Macy's ID verification uses property records
The strangest thing happened when I called to confirm my new Macy's credit card, which had just arrived in the mail. First, the automatic dialing refused to confirm it because a recorded voice said my account number was wrong. After hitting several other numbers, I finally got to a customer service representative. She told me my account number was OK, but they didn't have my Social Security number. Years ago, my husband applied for our original Liberty House card and they had his Social Security number, but not mine. So I gave it, because I want the darn card. Then she told me she had to ask me several questions and that I might consider them strange. Every question concerned property. She then read me five addresses and asked me if we had any connection to any of them. I told her we owned the first address. The next question was the same -- five addresses. I told her I didn't recognize any of them. She said, Hmmmm." The third question was, "Which of these people sold you the property you live on now?" She read me the names and I told her, "None of those. We bought this property in 1969 from a Mrs. ____," which I shouldn't have said. I know property records are public records, but still ... First of all, I wish Macy's didn't have our Social Security numbers tied right in with our account numbers. Then, I found it totally bizarre that they are looking up our property records and using them to find out if we are who we say we are. I don't have all that many credit cards, but in activating the ones I have, never have I been asked questions about our property. Is this a new trend or what?
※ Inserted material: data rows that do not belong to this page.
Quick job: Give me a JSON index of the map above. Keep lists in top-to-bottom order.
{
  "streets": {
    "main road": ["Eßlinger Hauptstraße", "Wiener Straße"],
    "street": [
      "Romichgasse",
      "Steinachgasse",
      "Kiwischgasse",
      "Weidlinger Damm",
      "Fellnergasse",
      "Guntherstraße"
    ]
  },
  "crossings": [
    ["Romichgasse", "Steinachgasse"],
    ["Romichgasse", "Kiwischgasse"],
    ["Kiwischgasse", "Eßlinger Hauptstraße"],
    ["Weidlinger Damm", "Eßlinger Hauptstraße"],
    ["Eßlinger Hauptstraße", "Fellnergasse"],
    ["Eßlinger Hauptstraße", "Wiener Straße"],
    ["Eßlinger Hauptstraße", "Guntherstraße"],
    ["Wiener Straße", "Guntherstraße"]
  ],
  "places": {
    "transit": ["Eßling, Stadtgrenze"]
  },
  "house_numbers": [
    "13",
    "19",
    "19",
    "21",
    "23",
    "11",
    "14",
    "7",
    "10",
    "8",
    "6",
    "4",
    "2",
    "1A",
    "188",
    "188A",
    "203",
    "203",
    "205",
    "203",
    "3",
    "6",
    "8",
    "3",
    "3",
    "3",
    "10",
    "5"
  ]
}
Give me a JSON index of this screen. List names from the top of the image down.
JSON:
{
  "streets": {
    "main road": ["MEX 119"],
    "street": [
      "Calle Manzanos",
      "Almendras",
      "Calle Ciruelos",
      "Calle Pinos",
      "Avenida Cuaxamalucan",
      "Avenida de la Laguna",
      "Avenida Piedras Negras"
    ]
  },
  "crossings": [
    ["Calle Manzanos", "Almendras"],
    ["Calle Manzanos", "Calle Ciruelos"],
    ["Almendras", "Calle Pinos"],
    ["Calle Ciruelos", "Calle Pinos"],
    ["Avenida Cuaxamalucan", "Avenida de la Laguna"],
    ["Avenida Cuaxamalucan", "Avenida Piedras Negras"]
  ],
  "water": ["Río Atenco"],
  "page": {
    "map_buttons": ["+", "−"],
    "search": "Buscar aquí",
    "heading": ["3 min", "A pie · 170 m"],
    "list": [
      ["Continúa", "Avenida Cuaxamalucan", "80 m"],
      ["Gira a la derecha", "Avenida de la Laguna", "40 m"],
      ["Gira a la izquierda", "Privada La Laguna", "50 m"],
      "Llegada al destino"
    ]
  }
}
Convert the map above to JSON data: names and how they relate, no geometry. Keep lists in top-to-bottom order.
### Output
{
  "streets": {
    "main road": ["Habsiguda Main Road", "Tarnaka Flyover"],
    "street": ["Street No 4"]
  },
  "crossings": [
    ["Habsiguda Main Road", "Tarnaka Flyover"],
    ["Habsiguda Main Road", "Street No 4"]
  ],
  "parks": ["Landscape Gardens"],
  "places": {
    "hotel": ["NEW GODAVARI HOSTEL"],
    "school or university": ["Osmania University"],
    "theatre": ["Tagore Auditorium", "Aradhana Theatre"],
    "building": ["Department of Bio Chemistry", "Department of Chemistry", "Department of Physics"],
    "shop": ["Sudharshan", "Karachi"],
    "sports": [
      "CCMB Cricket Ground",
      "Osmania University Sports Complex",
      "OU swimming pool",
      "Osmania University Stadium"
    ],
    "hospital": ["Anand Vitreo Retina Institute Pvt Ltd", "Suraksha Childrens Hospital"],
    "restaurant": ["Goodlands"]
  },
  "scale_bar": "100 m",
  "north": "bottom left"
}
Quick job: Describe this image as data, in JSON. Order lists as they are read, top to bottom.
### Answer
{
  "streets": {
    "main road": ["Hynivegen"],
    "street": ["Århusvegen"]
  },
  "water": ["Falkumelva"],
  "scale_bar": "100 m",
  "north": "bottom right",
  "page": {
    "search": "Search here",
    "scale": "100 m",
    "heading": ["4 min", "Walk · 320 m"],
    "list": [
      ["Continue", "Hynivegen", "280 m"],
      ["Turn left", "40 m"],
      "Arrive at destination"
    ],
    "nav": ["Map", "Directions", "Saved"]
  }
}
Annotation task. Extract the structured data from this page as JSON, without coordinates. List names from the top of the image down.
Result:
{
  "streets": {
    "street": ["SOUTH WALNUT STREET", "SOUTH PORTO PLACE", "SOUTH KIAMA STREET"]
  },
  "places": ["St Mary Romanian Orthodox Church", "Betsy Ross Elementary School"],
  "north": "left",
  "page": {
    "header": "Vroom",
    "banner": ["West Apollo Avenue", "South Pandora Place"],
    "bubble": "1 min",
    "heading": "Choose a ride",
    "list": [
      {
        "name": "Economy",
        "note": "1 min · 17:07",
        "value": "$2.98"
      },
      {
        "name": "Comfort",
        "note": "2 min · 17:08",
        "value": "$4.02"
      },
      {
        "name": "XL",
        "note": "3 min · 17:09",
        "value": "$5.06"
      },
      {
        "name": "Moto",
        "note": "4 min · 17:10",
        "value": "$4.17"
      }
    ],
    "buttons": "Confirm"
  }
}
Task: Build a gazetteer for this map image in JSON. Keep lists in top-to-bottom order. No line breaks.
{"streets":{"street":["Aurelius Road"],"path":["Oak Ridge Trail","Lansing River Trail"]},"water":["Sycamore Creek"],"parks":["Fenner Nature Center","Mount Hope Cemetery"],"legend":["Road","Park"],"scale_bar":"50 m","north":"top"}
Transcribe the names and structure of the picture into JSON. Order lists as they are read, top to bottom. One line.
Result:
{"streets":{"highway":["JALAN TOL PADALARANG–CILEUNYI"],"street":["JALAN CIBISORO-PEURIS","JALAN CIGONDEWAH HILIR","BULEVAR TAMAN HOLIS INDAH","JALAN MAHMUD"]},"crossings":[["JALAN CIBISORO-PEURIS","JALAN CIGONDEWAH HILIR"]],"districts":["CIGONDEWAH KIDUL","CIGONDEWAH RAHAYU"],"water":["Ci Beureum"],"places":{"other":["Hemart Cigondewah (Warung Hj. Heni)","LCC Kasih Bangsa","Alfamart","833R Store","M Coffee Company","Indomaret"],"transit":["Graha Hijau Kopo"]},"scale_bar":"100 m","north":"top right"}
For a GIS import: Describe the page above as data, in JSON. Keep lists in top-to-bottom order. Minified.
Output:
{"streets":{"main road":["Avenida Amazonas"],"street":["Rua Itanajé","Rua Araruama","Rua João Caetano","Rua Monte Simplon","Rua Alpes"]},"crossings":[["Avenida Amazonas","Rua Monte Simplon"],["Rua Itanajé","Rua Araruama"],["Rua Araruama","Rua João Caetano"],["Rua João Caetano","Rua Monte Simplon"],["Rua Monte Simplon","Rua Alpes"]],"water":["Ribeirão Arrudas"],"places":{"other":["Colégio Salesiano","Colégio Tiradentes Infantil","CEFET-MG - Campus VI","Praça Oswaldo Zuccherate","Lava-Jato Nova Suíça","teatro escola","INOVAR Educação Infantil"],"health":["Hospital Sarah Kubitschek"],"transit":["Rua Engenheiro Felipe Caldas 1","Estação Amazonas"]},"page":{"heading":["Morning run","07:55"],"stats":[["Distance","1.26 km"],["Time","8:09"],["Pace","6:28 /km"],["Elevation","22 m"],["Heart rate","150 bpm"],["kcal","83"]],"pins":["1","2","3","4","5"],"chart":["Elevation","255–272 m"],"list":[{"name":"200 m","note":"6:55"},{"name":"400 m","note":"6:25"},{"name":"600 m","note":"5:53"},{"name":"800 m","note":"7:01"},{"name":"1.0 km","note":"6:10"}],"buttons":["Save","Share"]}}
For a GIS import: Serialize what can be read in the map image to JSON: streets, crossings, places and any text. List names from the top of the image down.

I found it invasive and if Macy's steps any further across the line I may have to cancel my beloved Macy's card!
Answer: It turns out that asking such property questions is part of Macy's procedure for verifying a customer's identity and to prevent stolen cards.
It's up to you to decide whether having the card is worth answering the questions.
A Macy's representative said she hopes you will understand that while the questions are delving into your personal information, it's done as "a safeguard for the customer against identity theft."
According to the company's group vice president for credit marketing, based in San Francisco, if a customer calls to activate a new card and some information does not match, "we then go to a service that provides information that is available in public records." In your case, he's not sure what triggered the extra check, although it appears that happened because there was a problem entering your account number and because of the different Social Security card numbers (yours and your husband's).
"The thought is to ask the customer three questions that most likely only they would know," the official said. "It is in this way that we ensure that the correct person has received the card."
You'd have to answer at least two out of the three questions, which are all multiple choices, he added.
I frequent the North Shore beaches from Haleiwa to Sunset. Sometimes one is required to make a pit stop at a public restroom. Ali'i Beach Park, Shark's Cove -- OK. Ehukai Beach Park -- auwe! On Feb. 18, I ventured into a mess there: A urinal was completely gone, the two toilets were flooded and the one I used did not flush. The smell was horrible. The only other people I saw even attempting to enter this nightmare were tourists. As a local, I was ashamed and sorry. If I were a tourist, I would wonder if anyone cared. -- Concerned Citizen
The cleaning crew cared, according to Craig Mayeda, maintenance and recreation administrator for the city Department of Parks and Recreation. The area supervisor "remembered this one right away."
Mayeda said the maintenance crew normally leaves the Kaiaka Baseyard around 6:45 a.m., cleaning the area from Mokuleia to Sunset Beach Support Park. They get to Ehukai between 11 a.m. and noon on weekends.
"The crew was not happy with the mess and they said it was bad," Mayeda said. "They cleaned it up the best they could and they let their supervisor know about how bad it was."